───── Material to process ─────
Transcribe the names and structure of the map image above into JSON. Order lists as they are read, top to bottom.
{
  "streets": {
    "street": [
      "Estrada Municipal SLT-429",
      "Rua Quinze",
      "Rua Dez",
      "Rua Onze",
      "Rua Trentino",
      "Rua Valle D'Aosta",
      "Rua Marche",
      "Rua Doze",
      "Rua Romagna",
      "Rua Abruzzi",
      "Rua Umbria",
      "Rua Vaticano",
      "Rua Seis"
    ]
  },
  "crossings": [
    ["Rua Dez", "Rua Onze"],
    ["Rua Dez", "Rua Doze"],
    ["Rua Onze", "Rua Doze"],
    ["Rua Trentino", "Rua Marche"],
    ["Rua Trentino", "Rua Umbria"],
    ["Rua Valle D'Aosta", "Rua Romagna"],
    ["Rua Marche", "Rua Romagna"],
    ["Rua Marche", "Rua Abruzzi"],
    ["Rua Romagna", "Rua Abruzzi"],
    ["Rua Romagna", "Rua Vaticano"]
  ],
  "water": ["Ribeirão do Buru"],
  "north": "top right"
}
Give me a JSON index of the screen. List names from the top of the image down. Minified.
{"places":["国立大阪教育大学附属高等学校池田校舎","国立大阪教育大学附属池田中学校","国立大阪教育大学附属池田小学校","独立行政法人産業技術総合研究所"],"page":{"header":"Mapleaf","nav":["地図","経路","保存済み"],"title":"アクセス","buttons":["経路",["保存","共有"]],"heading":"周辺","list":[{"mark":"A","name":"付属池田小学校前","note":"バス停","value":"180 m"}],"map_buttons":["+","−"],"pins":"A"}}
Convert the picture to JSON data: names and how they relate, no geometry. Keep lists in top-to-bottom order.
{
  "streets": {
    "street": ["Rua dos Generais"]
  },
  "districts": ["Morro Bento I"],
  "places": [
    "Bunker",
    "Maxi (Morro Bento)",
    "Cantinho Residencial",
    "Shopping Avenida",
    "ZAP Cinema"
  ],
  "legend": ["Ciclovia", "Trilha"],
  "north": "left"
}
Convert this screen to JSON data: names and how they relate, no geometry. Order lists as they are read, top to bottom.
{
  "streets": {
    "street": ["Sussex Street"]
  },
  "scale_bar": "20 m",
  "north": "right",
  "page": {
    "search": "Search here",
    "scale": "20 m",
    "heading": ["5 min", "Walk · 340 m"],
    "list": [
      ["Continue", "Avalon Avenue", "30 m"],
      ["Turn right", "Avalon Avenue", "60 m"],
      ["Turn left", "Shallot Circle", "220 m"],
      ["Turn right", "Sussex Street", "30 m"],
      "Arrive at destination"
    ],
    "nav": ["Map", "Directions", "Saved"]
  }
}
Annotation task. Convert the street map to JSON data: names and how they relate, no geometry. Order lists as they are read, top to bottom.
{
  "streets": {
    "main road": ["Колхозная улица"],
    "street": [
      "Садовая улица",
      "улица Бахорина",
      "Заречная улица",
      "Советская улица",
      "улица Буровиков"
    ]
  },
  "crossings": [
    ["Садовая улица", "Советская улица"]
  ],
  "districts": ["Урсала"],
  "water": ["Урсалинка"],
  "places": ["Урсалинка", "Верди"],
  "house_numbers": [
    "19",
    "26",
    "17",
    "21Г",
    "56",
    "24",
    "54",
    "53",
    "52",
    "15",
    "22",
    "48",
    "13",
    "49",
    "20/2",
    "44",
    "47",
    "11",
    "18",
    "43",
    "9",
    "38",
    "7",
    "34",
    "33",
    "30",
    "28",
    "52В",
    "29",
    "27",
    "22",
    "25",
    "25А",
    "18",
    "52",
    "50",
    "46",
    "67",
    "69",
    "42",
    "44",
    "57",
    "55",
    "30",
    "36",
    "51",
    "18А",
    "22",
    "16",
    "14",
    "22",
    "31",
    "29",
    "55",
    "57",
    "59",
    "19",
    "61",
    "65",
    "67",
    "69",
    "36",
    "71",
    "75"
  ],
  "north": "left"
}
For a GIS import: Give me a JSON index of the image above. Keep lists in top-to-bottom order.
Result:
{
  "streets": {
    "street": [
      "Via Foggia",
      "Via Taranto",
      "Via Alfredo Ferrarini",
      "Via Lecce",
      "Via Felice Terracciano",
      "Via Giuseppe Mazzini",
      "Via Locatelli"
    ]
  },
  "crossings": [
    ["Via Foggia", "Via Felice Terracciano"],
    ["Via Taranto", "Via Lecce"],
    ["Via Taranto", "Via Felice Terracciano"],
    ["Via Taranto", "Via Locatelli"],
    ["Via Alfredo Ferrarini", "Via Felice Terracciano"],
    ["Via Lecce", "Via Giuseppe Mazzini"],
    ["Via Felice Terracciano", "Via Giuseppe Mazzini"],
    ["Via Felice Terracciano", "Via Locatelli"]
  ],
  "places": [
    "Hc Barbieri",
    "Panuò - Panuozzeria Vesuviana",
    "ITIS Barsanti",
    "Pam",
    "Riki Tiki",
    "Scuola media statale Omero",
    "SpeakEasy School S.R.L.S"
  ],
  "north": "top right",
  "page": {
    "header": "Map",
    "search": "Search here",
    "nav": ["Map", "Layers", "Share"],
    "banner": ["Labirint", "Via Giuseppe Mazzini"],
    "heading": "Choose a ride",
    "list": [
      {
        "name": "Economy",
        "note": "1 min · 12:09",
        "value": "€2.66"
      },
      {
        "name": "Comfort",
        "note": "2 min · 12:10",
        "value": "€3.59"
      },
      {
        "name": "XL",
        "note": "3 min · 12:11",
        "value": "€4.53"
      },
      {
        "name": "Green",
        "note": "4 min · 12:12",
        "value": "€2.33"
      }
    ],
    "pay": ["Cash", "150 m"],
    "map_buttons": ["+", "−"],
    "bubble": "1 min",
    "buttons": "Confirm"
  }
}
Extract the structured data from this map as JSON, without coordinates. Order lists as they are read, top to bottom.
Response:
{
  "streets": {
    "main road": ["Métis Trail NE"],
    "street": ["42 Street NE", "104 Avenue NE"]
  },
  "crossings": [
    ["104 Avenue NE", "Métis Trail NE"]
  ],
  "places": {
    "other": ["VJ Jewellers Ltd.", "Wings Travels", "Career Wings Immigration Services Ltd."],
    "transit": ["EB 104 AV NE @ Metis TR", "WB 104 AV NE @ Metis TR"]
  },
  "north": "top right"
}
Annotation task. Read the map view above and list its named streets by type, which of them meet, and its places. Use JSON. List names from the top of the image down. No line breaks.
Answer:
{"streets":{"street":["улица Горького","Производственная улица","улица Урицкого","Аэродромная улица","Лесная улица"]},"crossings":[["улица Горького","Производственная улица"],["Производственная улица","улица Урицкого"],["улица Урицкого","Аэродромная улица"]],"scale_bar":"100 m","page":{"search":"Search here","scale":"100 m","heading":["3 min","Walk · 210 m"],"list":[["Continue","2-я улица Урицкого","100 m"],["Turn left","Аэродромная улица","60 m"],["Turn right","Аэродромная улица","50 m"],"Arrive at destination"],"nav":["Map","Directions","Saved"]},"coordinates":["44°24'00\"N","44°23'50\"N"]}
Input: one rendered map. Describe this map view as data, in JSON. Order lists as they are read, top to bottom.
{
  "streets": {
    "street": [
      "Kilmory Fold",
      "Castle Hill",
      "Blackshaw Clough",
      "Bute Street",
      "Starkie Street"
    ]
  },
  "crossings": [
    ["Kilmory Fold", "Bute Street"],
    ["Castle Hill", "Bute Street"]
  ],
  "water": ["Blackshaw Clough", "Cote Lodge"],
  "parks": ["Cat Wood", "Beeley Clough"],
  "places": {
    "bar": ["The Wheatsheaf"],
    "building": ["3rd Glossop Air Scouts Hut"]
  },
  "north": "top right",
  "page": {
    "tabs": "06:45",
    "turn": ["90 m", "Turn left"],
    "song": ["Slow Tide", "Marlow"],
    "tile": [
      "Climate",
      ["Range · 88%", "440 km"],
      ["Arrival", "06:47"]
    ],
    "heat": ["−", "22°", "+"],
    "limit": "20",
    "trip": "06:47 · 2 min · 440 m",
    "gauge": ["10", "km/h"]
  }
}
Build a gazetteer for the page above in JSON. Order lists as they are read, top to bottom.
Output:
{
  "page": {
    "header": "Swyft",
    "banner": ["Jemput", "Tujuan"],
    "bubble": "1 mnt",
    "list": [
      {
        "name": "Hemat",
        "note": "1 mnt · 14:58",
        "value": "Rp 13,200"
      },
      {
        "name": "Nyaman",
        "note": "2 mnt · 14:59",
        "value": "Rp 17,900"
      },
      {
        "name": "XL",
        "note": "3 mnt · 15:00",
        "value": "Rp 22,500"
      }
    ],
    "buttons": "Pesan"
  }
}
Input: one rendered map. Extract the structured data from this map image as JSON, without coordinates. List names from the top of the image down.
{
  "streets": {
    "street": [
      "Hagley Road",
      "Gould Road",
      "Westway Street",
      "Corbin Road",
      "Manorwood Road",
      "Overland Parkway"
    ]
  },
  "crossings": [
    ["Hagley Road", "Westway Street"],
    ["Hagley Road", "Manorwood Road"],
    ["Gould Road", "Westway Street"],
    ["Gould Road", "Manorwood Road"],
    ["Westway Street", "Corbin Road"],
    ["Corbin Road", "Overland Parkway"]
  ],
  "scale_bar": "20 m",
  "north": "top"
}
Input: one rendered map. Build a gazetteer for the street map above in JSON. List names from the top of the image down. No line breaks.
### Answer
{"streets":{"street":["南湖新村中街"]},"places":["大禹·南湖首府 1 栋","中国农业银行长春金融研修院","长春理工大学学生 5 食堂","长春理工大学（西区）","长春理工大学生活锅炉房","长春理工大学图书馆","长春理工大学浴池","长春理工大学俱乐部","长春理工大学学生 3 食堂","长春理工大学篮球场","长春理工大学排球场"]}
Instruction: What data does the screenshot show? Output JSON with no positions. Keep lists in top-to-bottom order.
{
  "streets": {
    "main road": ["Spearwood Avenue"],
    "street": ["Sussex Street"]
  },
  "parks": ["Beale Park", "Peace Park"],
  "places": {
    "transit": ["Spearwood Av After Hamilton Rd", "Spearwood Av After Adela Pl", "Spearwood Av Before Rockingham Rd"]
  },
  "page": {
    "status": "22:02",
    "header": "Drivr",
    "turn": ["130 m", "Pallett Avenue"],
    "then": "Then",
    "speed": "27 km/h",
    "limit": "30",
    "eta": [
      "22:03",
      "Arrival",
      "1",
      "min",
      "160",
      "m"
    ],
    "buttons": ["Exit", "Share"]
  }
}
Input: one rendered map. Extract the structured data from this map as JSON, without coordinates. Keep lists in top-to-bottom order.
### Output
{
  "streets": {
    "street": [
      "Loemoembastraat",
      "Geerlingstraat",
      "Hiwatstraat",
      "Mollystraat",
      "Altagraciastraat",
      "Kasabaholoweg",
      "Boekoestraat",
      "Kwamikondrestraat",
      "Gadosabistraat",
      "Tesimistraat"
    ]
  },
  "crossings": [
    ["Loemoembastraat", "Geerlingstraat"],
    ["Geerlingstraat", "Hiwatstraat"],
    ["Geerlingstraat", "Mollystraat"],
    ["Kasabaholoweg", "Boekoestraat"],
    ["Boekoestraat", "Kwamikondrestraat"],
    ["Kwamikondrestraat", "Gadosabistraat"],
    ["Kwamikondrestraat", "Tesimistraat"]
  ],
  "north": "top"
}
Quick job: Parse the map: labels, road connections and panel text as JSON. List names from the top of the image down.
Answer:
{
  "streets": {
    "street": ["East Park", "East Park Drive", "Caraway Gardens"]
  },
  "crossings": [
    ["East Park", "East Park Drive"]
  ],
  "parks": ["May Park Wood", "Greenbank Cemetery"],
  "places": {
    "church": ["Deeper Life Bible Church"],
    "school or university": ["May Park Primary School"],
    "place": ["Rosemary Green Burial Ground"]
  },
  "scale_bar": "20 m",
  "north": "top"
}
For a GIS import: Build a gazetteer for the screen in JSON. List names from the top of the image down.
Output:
─────
Your answer must be a copy of every line in the data above that holds the string "breaks".

> **Your response**:
Annotation task. Read the map view above and list its named streets by type, which of them meet, and its places. Use JSON. List names from the top of the image down. No line breaks.
Input: one rendered map. Build a gazetteer for the street map above in JSON. List names from the top of the image down. No line breaks.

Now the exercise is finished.